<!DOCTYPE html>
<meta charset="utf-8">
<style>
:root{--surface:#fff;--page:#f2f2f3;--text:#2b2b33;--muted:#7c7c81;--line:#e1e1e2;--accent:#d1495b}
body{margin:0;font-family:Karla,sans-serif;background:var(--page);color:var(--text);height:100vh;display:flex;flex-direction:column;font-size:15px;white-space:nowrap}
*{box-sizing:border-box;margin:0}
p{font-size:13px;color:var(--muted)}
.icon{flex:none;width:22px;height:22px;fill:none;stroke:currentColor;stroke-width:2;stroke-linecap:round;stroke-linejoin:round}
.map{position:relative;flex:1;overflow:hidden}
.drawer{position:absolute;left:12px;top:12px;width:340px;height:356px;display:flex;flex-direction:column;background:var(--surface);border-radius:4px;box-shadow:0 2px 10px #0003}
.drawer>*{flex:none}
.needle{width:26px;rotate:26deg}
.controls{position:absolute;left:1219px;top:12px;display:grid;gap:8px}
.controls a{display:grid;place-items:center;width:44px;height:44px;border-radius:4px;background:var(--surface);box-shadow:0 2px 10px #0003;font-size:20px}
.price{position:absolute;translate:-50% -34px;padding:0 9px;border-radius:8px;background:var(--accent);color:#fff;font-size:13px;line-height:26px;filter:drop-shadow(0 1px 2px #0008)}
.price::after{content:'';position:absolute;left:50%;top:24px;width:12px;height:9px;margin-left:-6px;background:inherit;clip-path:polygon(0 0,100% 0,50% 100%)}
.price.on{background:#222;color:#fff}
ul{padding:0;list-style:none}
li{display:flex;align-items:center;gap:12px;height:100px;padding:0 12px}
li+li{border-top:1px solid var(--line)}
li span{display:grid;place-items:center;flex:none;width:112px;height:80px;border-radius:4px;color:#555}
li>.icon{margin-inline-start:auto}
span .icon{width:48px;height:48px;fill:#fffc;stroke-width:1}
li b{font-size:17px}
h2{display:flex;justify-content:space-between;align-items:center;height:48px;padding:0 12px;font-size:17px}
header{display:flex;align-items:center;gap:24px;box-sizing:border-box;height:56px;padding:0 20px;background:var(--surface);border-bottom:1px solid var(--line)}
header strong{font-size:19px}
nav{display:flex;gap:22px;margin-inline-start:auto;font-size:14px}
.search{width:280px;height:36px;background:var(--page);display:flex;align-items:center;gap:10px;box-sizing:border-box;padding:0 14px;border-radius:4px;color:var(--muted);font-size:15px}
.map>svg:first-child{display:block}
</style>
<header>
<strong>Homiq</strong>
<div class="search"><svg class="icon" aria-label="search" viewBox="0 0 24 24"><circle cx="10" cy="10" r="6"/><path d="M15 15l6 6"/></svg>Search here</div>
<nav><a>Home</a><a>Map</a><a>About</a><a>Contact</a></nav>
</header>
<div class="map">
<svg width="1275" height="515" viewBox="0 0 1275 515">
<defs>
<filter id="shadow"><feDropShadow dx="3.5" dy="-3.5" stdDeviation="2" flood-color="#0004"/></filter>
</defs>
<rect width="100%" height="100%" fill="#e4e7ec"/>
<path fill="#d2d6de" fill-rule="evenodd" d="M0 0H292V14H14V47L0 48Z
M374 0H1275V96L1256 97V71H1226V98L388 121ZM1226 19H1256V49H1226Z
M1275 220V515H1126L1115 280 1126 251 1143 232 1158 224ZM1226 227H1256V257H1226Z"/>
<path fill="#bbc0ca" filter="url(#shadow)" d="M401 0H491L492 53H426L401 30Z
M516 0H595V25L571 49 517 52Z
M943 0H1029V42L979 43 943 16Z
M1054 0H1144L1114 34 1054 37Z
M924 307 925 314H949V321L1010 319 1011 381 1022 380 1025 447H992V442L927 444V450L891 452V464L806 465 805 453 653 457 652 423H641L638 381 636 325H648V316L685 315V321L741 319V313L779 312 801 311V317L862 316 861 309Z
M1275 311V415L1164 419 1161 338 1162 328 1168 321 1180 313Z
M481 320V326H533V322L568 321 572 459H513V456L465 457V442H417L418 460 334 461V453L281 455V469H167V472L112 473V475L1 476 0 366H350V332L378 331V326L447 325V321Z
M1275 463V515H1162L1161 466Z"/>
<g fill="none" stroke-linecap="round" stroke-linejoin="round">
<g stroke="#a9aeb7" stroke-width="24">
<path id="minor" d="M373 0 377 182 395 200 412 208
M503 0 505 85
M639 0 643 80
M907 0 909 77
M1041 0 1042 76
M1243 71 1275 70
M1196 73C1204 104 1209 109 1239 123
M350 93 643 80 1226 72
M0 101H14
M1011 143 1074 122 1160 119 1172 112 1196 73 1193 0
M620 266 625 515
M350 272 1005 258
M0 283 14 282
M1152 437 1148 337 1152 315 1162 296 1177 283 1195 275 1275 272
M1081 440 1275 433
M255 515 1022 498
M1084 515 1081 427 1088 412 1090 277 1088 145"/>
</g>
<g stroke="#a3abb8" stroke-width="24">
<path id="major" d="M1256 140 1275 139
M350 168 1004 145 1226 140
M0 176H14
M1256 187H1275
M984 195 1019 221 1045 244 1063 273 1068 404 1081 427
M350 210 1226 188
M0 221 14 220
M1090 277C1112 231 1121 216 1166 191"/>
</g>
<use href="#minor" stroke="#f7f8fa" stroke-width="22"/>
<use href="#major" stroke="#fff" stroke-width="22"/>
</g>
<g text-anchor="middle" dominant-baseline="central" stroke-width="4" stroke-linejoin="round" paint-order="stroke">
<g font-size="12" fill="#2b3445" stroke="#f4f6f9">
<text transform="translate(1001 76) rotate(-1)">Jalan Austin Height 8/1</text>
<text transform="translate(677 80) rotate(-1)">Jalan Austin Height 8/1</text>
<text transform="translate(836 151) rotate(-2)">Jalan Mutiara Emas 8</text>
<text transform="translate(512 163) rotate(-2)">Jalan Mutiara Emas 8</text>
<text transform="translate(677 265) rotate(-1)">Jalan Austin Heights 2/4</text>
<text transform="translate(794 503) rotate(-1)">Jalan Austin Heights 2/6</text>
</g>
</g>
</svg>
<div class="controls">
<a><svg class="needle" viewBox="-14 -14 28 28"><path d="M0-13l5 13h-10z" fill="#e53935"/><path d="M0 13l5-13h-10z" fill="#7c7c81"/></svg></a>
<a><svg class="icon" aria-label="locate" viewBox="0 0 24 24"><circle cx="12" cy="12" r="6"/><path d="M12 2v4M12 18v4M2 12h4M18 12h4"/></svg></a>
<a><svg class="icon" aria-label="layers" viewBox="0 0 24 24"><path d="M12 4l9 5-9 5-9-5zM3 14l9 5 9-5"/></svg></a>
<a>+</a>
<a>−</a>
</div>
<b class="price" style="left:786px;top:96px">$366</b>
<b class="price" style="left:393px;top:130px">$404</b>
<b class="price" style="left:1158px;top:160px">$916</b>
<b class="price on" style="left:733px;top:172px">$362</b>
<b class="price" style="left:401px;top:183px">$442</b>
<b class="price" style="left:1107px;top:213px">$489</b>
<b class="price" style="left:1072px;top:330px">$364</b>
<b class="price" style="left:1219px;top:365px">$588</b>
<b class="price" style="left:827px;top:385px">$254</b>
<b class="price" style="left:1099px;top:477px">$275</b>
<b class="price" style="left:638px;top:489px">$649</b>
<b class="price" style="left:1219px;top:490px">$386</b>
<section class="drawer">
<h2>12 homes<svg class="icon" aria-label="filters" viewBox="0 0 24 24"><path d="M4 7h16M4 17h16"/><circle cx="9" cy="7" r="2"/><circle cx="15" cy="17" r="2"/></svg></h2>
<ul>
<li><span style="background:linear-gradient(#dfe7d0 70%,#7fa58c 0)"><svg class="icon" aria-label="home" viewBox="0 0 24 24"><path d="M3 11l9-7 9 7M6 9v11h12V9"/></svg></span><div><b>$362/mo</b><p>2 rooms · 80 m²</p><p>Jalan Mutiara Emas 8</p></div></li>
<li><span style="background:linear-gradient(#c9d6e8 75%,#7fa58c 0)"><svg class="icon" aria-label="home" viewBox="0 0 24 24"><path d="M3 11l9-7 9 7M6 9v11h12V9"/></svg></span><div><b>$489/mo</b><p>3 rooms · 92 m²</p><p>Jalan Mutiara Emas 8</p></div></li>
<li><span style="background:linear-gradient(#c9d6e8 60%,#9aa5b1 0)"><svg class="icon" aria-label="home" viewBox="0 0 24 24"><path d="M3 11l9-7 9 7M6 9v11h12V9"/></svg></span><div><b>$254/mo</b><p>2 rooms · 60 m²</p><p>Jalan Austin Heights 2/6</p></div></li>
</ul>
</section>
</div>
******
_Required action_
Across all the entries, how many lines hold the string "place"? Only the number is needed.

_Response_
2